#### Saved entries:

######

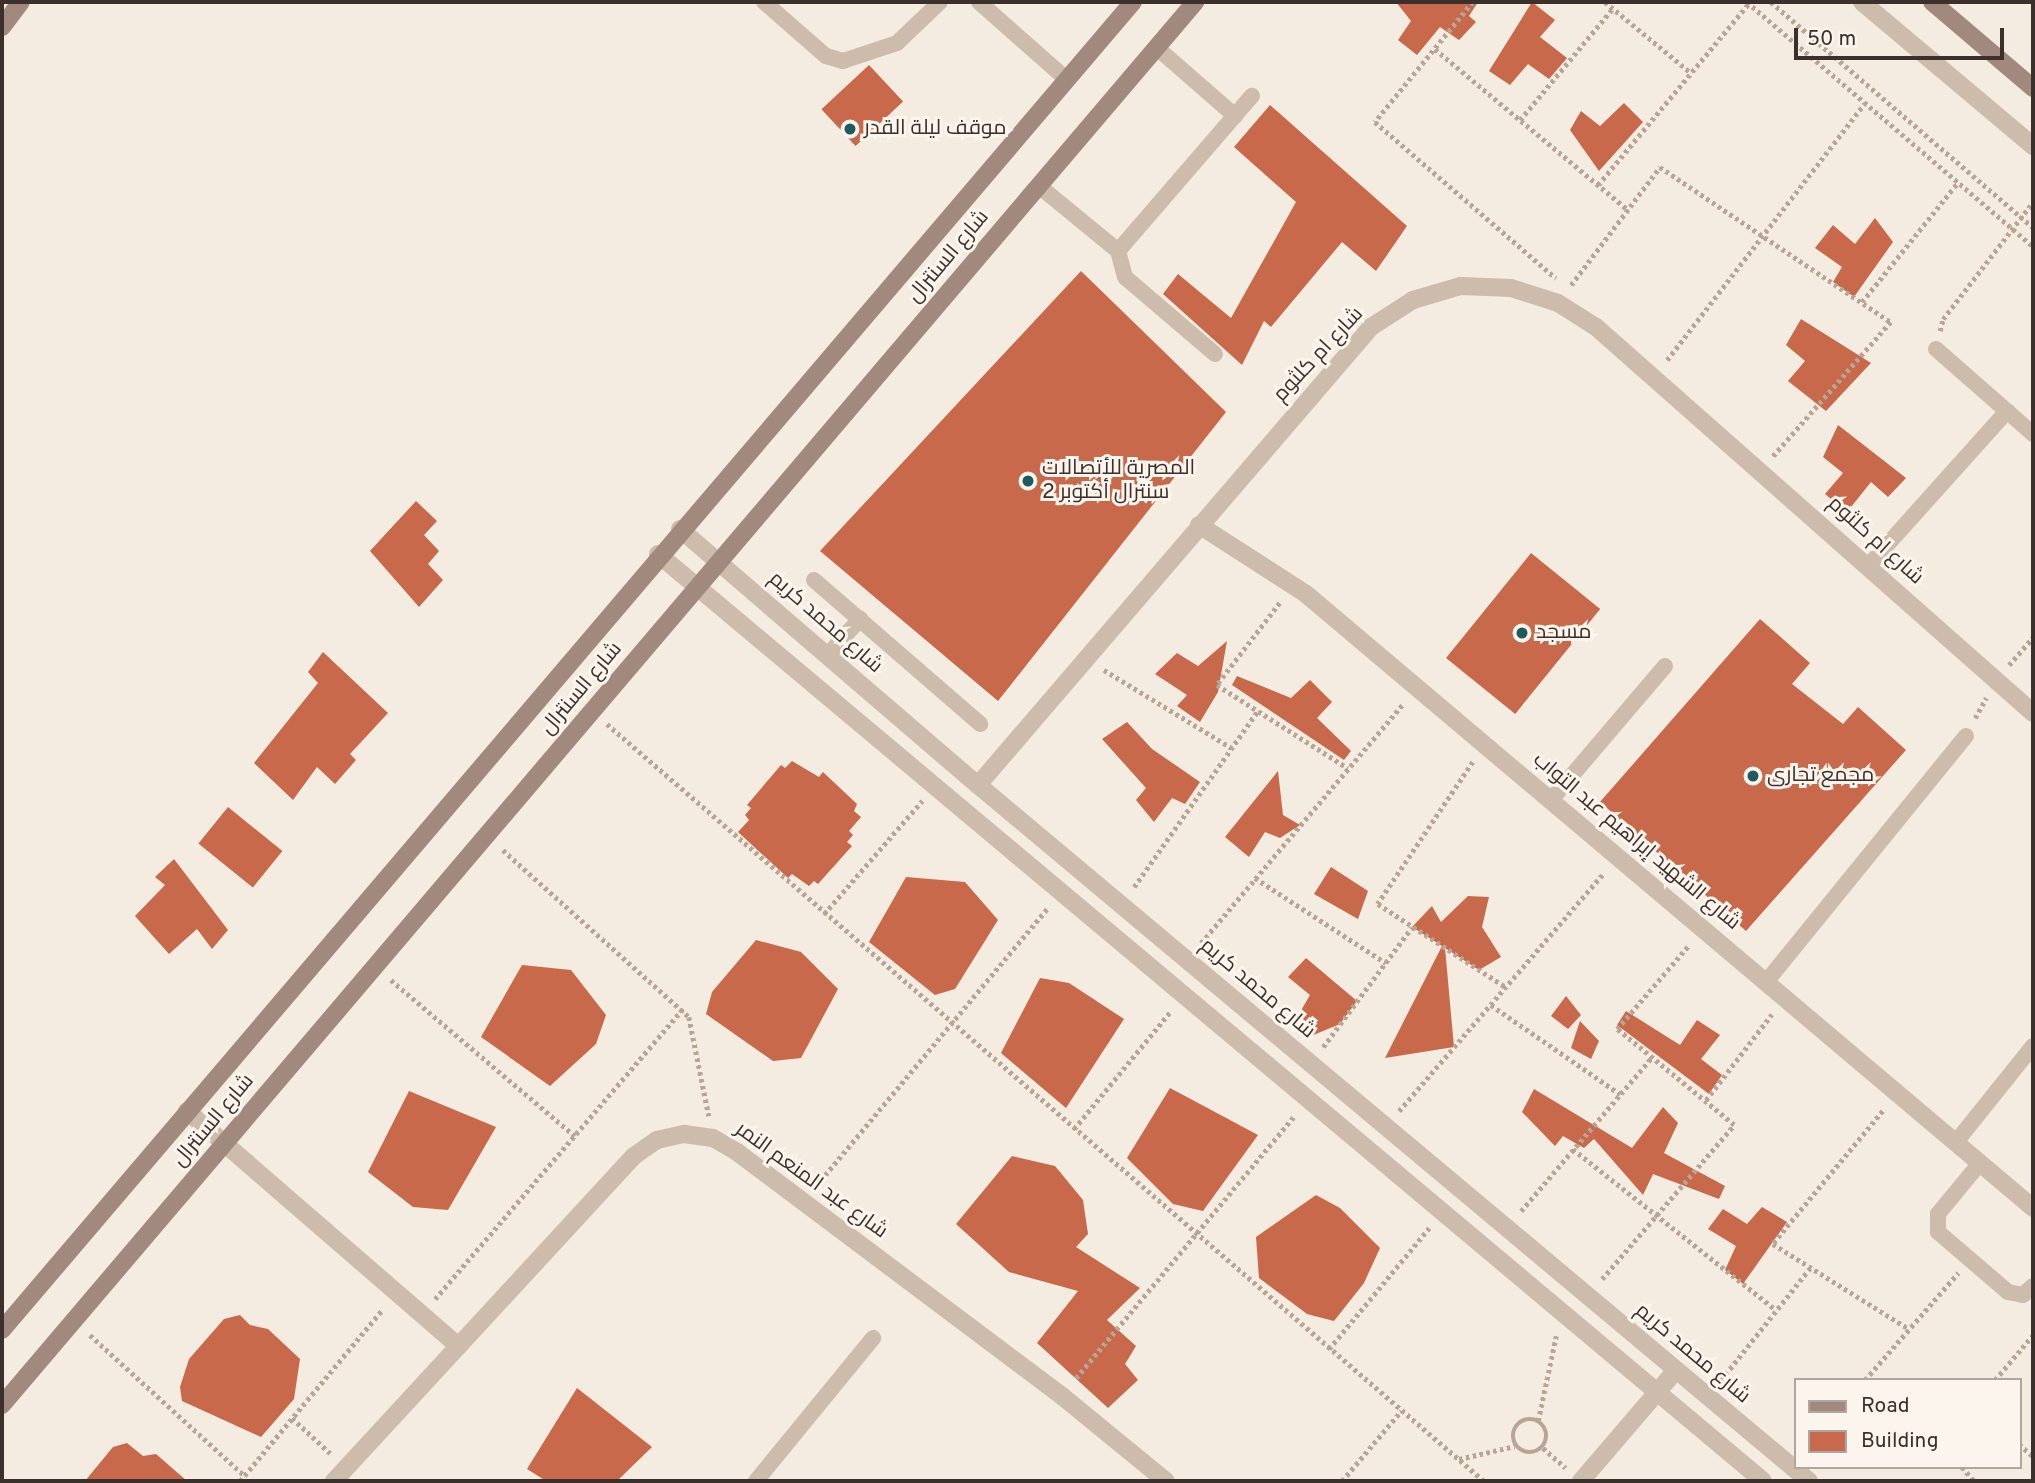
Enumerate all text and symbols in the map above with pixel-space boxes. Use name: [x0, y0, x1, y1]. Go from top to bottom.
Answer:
scale bar: [1797, 14, 2007, 58]
text: 50 m: [1807, 26, 1856, 53]
place label: موقف ليلة القدر: [864, 116, 1007, 142]
marker: موقف ليلة القدر: [842, 121, 858, 137]
street label: شارع السنترال: [903, 205, 995, 309]
street label: شارع ام كلثوم: [1269, 302, 1369, 408]
place label: المصرية للأتصالات سنترال أكتوبر 2: [1042, 456, 1195, 506]
marker: المصرية للأتصالات سنترال أكتوبر 2: [1020, 473, 1036, 489]
street label: شارع ام كلثوم: [1822, 491, 1928, 591]
street label: شارع محمد كريم: [763, 567, 887, 679]
place label: مسجد: [1536, 620, 1591, 646]
marker: مسجد: [1514, 625, 1530, 641]
street label: شارع السنترال: [536, 637, 628, 741]
street label: شارع الشهيد إبراهيم عبد التواب: [1527, 748, 1745, 936]
place label: مجمع تجارى: [1767, 763, 1874, 789]
marker: مجمع تجارى: [1745, 768, 1761, 784]
street label: شارع محمد كريم: [1194, 934, 1320, 1044]
street label: شارع السنترال: [168, 1069, 260, 1173]
street label: شارع عبد المنعم النمر: [730, 1117, 892, 1245]
street label: شارع محمد كريم: [1629, 1299, 1755, 1409]
legend: [1794, 1378, 2021, 1469]
text: Road: [1861, 1393, 1910, 1420]
text: Building: [1861, 1428, 1939, 1455]

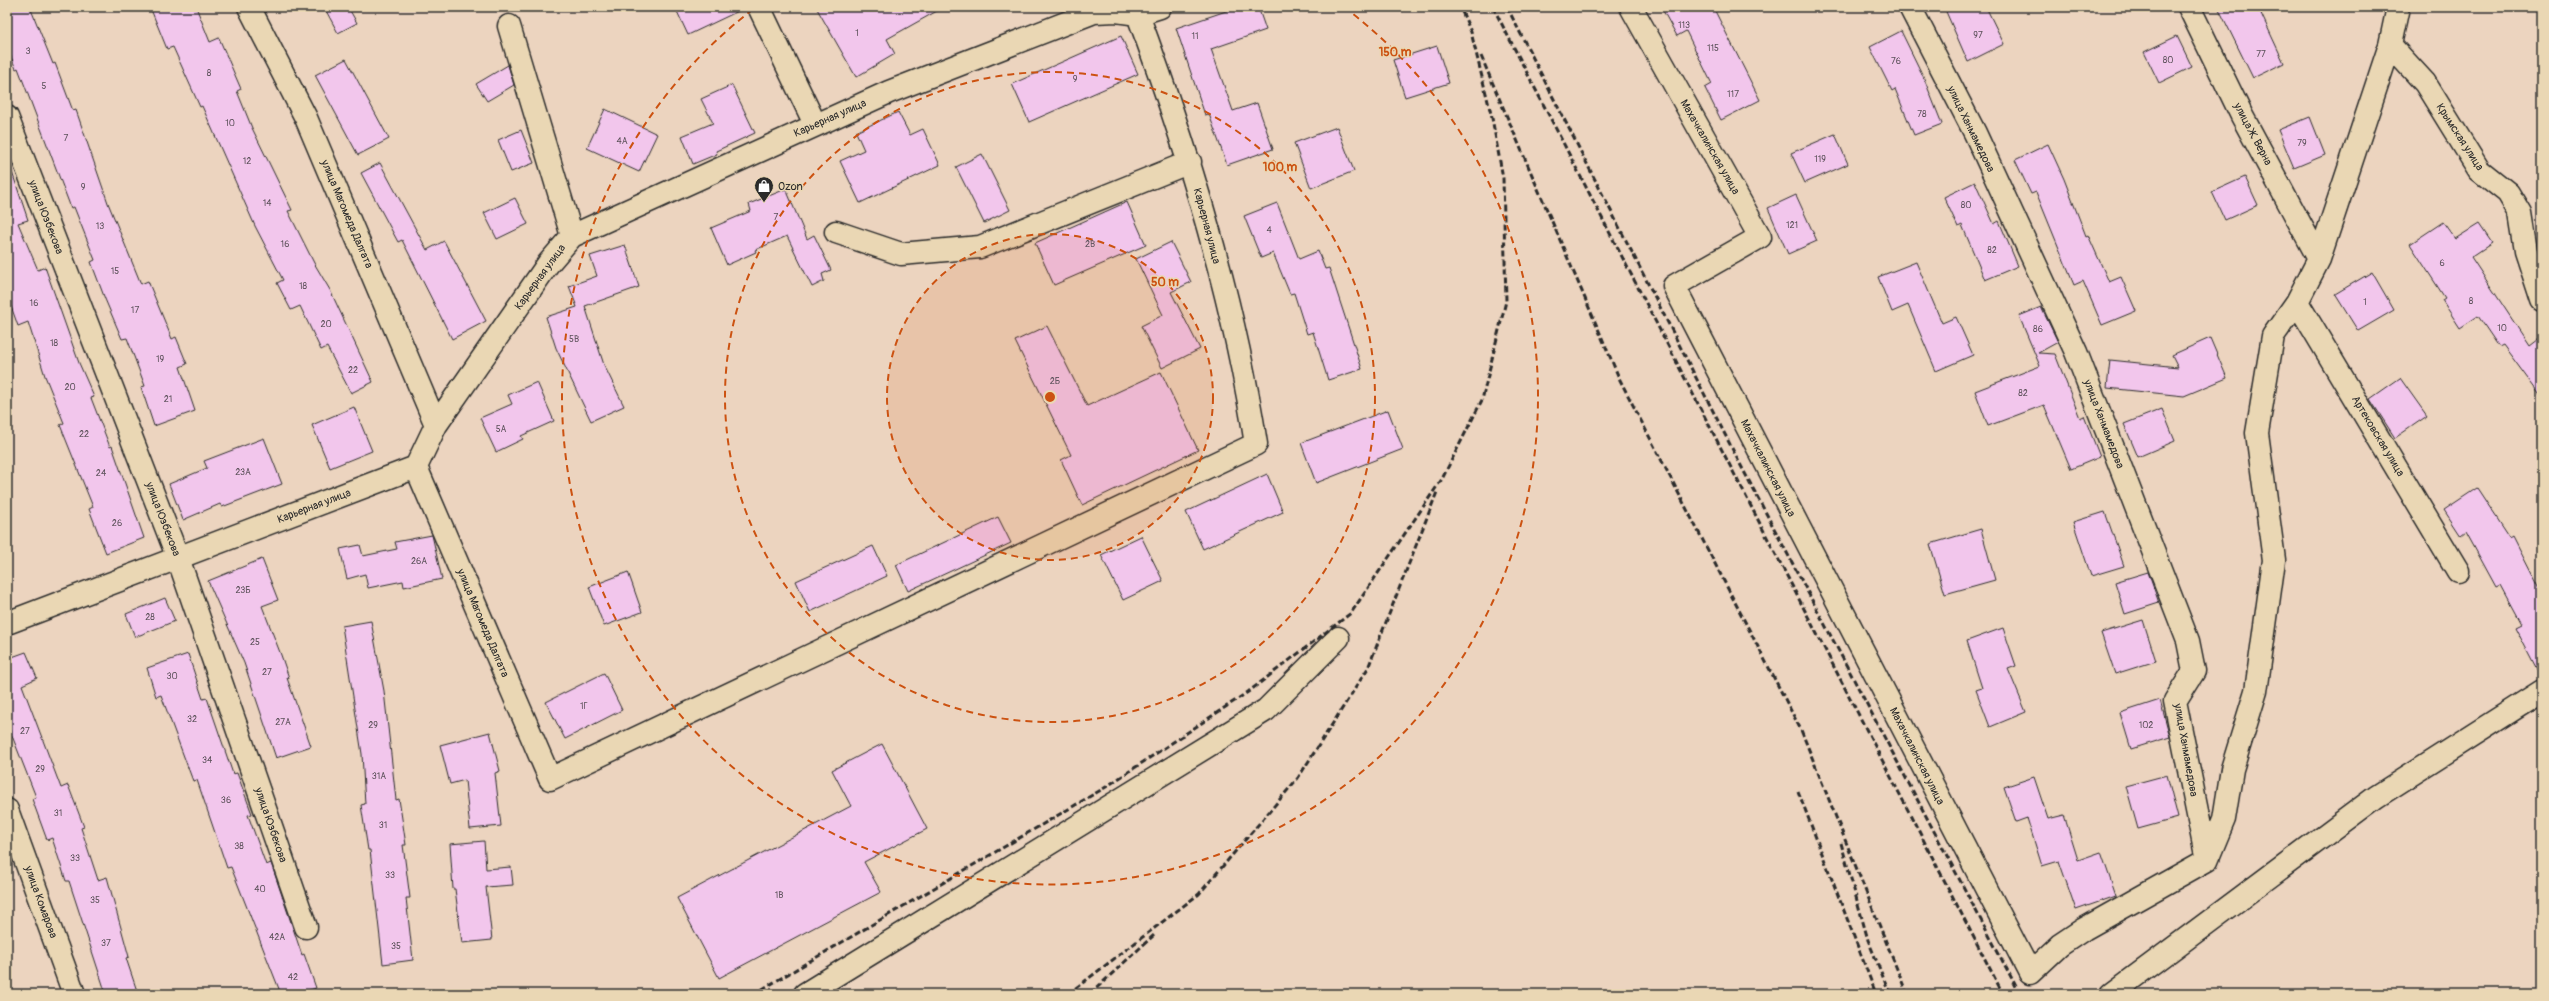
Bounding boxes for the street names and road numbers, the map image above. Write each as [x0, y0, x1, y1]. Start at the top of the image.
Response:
street label: улица Ханмамедова [1944, 83, 1998, 174]
street label: Карьерная улица [792, 96, 868, 140]
street label: Махачкалинская улица [1677, 97, 1743, 197]
street label: улица Ж. Верна [2231, 100, 2275, 167]
street label: Крымская улица [2434, 101, 2486, 173]
street label: улица Магомеда Далгата [318, 157, 376, 270]
street label: улица Юзбекова [26, 177, 66, 256]
street label: Карьерная улица [1191, 187, 1223, 265]
street label: Карьерная улица [512, 242, 568, 312]
street label: улица Ханмамедова [2081, 377, 2127, 470]
street label: Артековская улица [2349, 393, 2407, 479]
street label: Махачкалинская улица [1738, 417, 1798, 519]
street label: улица Юзбекова [143, 479, 183, 558]
street label: Карьерная улица [275, 486, 353, 526]
street label: улица Магомеда Далгата [454, 566, 512, 679]
street label: улица Ханмамедова [2171, 701, 2201, 798]
street label: Махачкалинская улица [1887, 705, 1947, 807]
street label: улица Юзбекова [252, 785, 290, 864]
street label: улица Комарова [22, 863, 60, 940]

######

#### Task prompt:
Locate the lines above that hold the word "تجارى". Show every one of them.

#### Solution:
place label: مجمع تجارى: [1767, 763, 1874, 789]
marker: مجمع تجارى: [1745, 768, 1761, 784]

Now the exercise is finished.